◆ What you will do:
Look through the data that follows and work out how many lines contain the string "Gülistan". Nothing but that number should be given.

◆ Extracted information:
============================================================

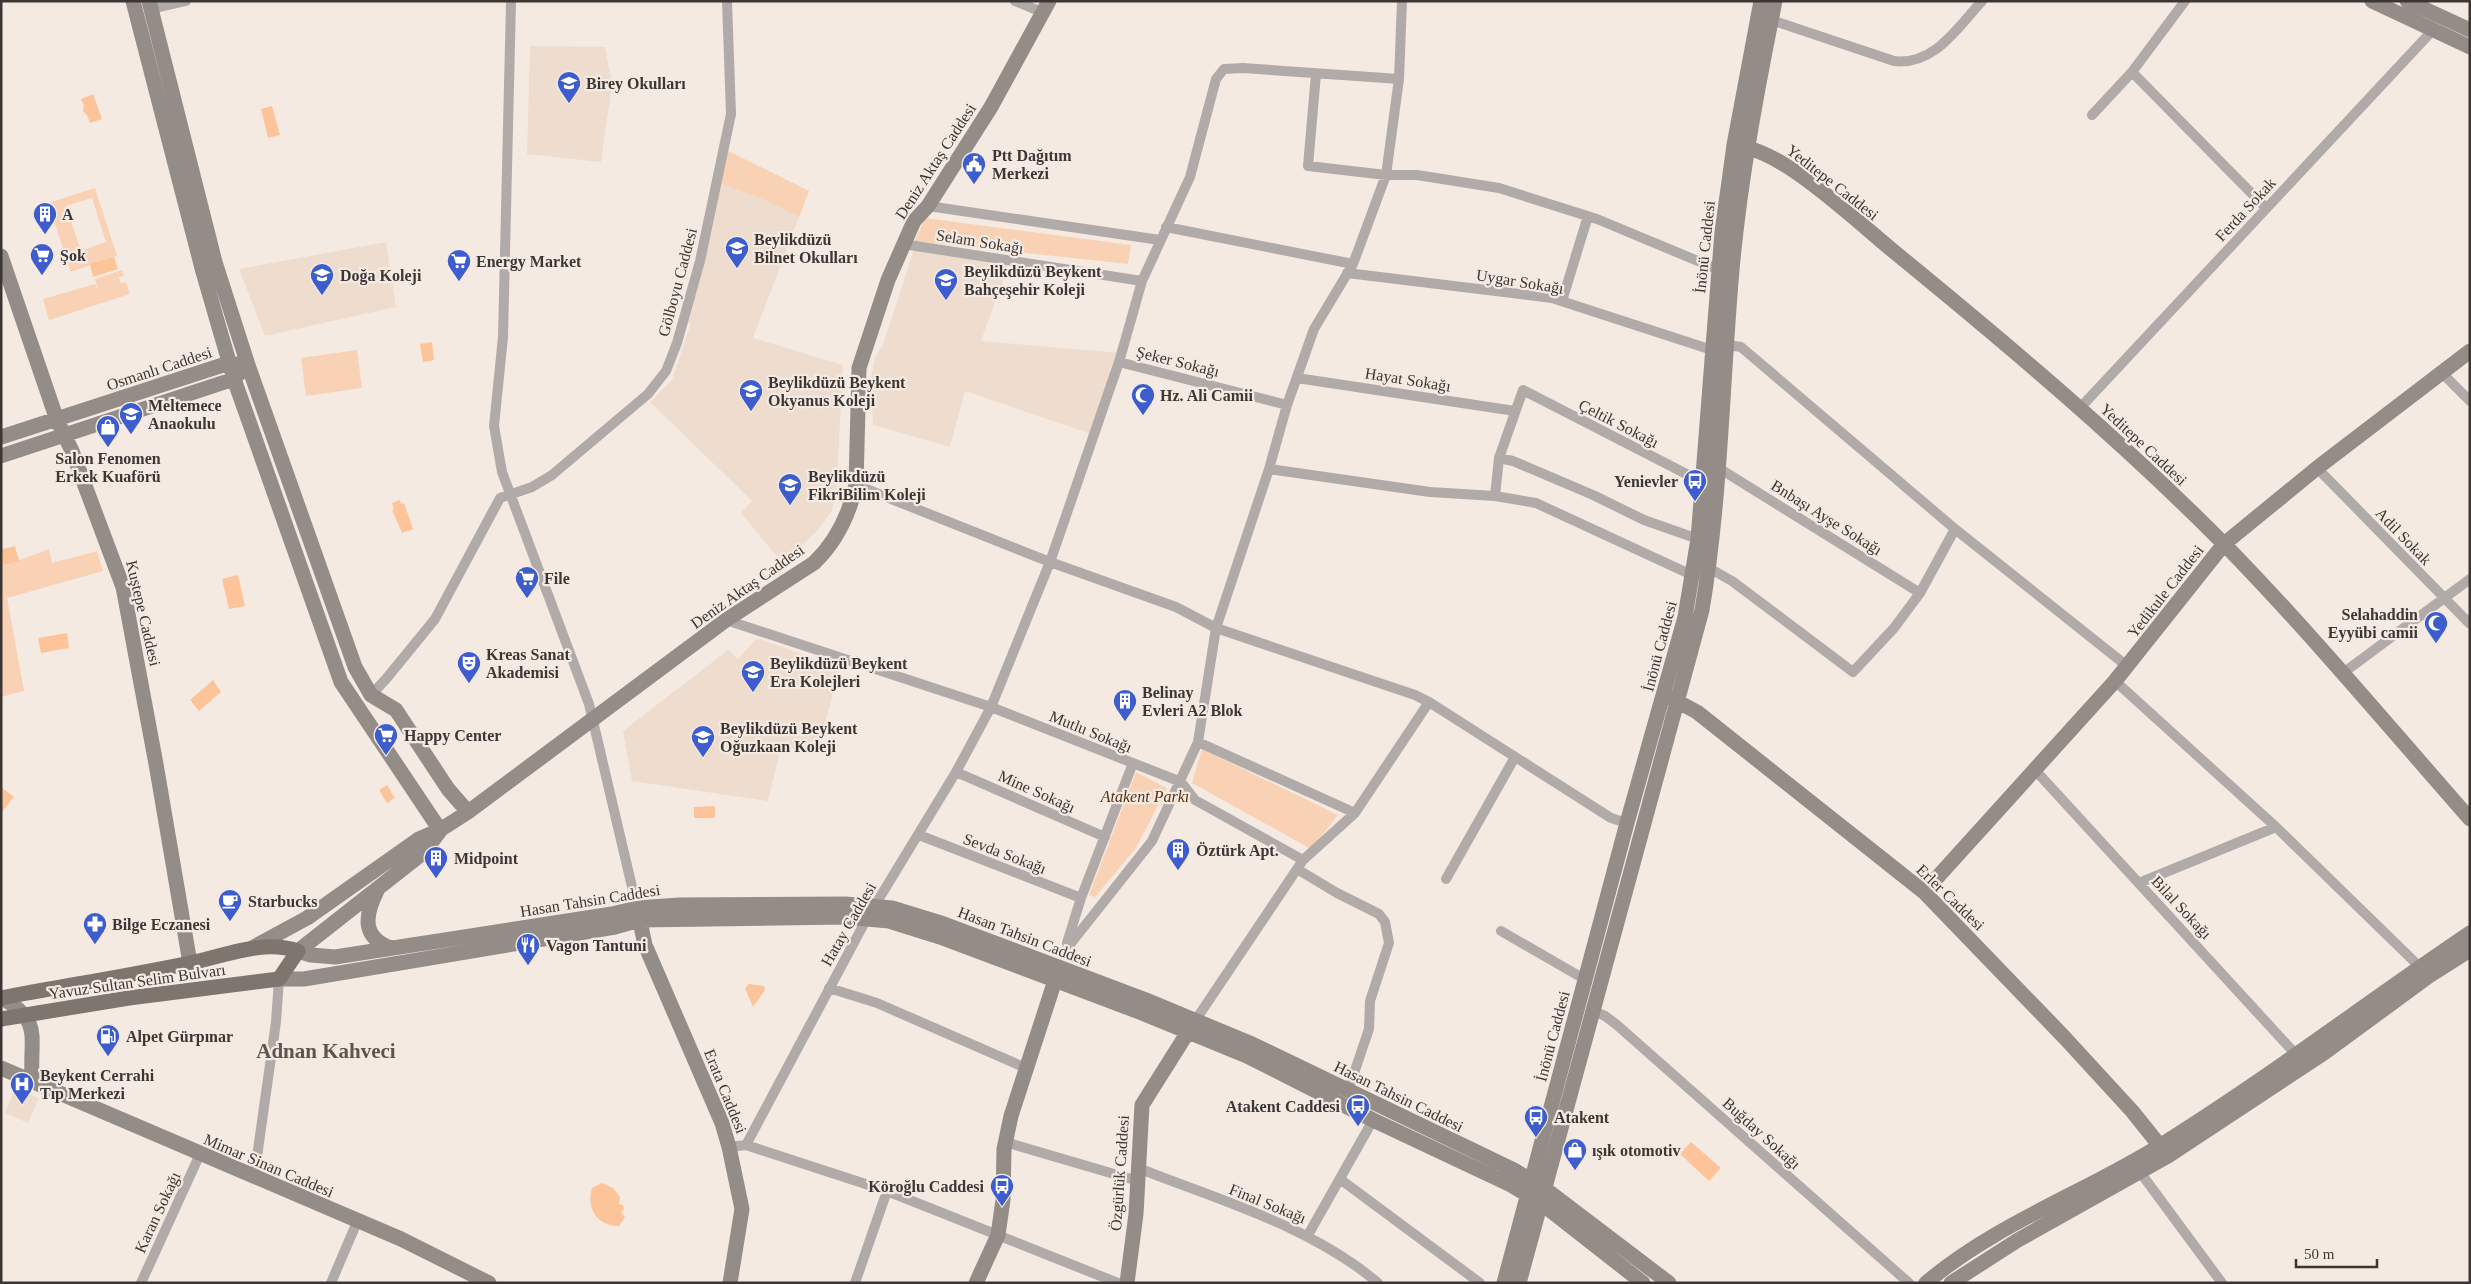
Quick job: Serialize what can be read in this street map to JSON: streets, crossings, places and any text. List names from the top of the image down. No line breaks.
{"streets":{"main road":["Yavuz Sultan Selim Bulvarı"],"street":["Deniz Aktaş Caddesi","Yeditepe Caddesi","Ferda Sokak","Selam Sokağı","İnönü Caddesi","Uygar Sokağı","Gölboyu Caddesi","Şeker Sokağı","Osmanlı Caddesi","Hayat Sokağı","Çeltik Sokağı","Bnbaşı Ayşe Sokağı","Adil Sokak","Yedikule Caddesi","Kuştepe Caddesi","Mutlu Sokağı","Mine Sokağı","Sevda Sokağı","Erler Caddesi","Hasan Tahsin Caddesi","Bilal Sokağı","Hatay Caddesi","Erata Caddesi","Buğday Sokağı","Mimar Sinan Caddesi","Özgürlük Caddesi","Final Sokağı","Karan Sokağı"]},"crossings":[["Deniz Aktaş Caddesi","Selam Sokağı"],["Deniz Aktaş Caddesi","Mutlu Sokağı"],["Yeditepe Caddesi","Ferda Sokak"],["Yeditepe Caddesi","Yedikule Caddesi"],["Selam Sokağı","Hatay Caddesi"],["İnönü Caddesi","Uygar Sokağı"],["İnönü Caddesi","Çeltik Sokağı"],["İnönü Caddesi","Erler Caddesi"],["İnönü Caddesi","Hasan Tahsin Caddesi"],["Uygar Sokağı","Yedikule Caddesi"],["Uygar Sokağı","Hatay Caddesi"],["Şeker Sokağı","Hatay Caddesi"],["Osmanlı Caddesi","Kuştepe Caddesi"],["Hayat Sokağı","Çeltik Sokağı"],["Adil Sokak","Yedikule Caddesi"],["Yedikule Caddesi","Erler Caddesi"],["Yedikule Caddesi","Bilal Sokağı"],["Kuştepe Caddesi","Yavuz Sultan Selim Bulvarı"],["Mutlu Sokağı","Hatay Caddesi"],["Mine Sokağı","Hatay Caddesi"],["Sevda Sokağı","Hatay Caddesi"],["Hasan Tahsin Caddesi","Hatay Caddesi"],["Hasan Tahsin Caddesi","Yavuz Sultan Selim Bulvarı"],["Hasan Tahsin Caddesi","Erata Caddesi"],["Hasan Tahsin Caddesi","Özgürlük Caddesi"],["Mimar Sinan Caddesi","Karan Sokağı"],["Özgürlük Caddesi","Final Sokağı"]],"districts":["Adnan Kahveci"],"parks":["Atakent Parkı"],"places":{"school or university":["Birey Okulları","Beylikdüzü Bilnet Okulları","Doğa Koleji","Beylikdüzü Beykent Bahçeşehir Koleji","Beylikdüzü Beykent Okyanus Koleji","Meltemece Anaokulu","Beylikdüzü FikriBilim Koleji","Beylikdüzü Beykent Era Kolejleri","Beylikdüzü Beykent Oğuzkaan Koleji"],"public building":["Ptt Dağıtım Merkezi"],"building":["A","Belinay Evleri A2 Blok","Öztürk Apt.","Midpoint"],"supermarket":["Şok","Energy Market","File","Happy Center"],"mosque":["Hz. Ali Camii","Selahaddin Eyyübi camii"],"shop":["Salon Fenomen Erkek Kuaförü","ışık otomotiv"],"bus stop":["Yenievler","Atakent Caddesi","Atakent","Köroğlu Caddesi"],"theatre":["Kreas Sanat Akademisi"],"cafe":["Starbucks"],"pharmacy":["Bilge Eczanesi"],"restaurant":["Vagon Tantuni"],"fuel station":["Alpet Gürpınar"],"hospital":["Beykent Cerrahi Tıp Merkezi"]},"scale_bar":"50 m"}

============================================================

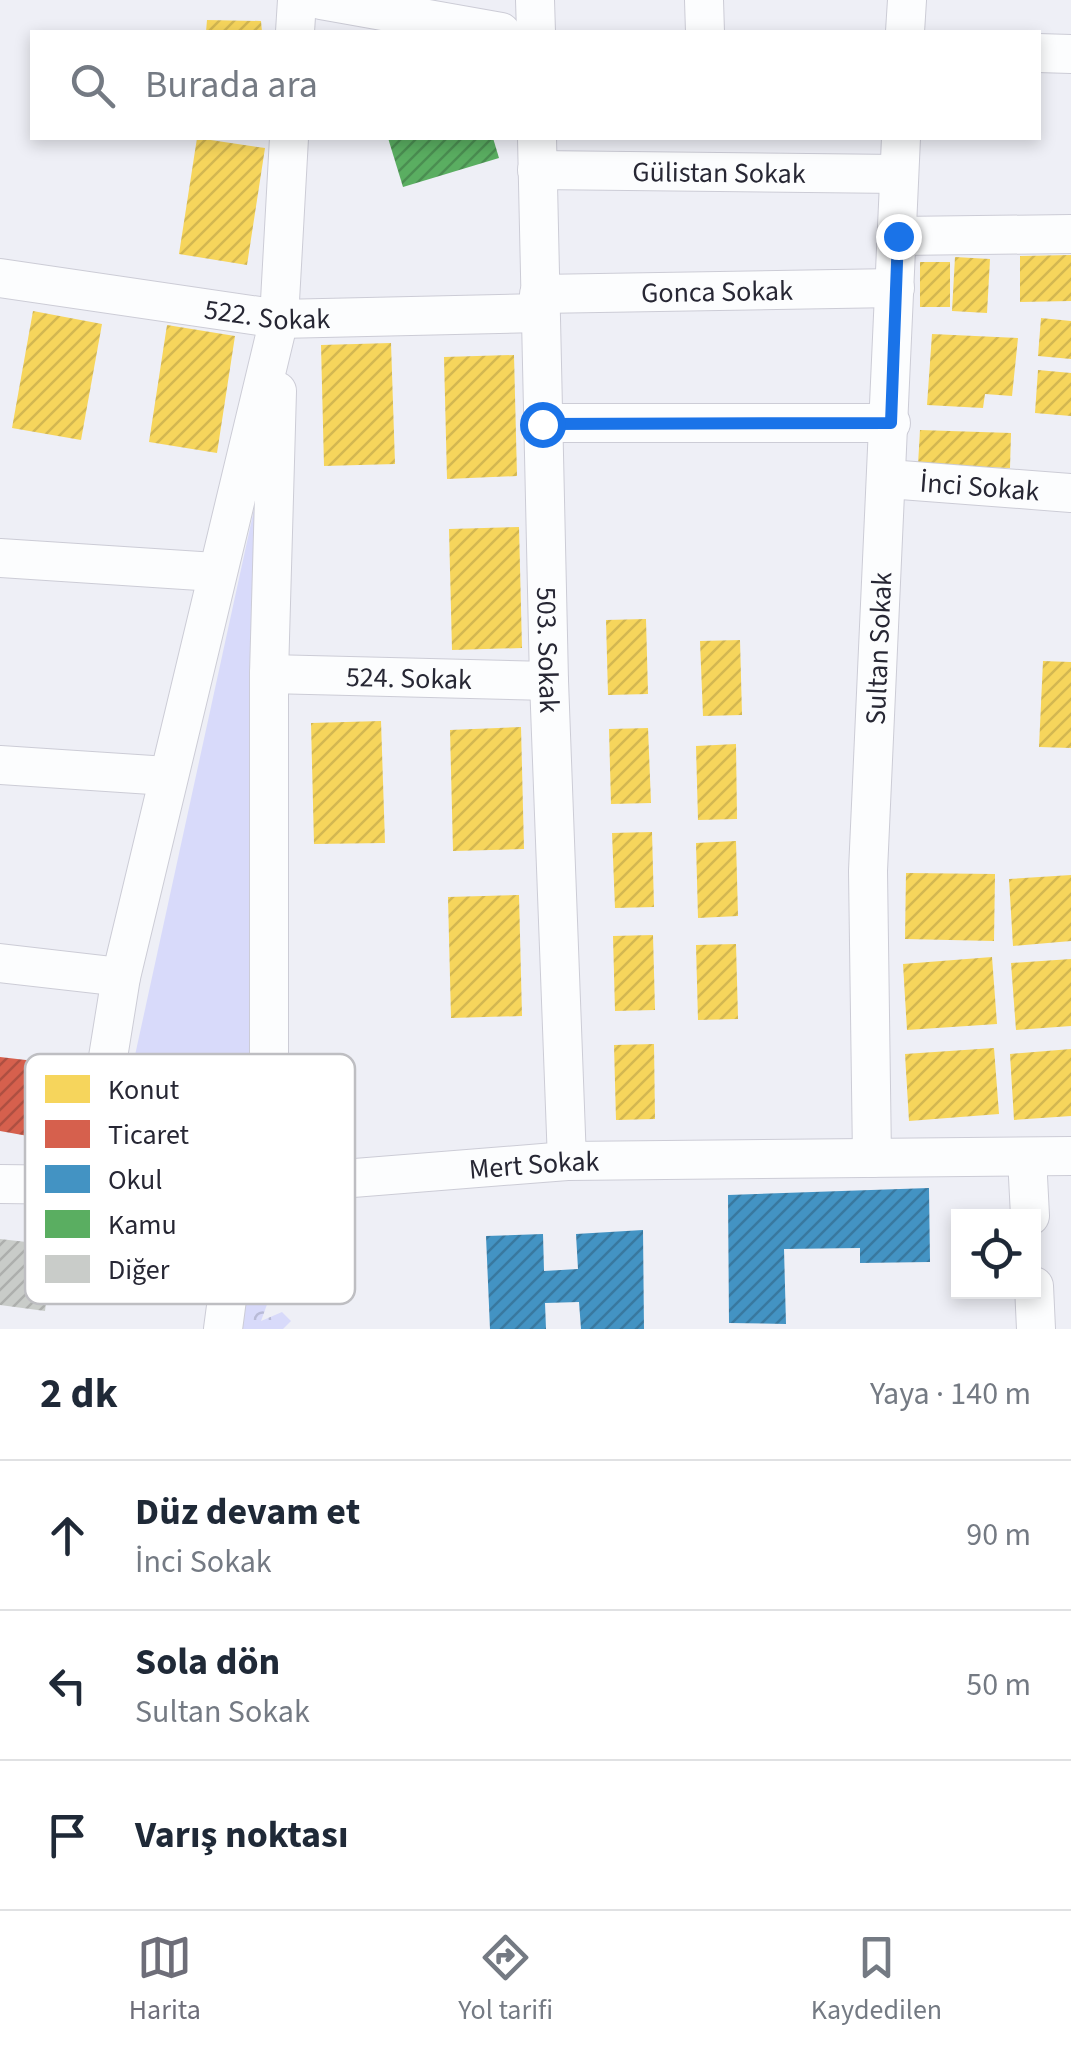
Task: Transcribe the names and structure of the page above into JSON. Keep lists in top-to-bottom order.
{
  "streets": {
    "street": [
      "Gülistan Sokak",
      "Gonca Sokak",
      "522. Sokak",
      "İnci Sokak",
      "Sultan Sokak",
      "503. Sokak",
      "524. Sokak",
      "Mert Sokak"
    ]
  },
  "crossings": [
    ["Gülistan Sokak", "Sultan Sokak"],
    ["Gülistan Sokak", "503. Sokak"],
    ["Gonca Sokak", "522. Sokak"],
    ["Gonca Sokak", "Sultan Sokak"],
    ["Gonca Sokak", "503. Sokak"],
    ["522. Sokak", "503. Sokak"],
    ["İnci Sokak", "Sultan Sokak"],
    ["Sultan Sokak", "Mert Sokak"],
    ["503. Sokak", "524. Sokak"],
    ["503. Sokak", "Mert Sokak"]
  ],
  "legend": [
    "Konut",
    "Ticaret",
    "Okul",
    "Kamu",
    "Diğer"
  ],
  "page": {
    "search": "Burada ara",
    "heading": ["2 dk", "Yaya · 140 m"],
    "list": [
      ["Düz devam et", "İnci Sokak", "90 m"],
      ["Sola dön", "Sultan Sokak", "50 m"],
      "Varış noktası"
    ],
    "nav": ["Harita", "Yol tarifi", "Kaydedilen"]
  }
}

============================================================

◆ Task output:
3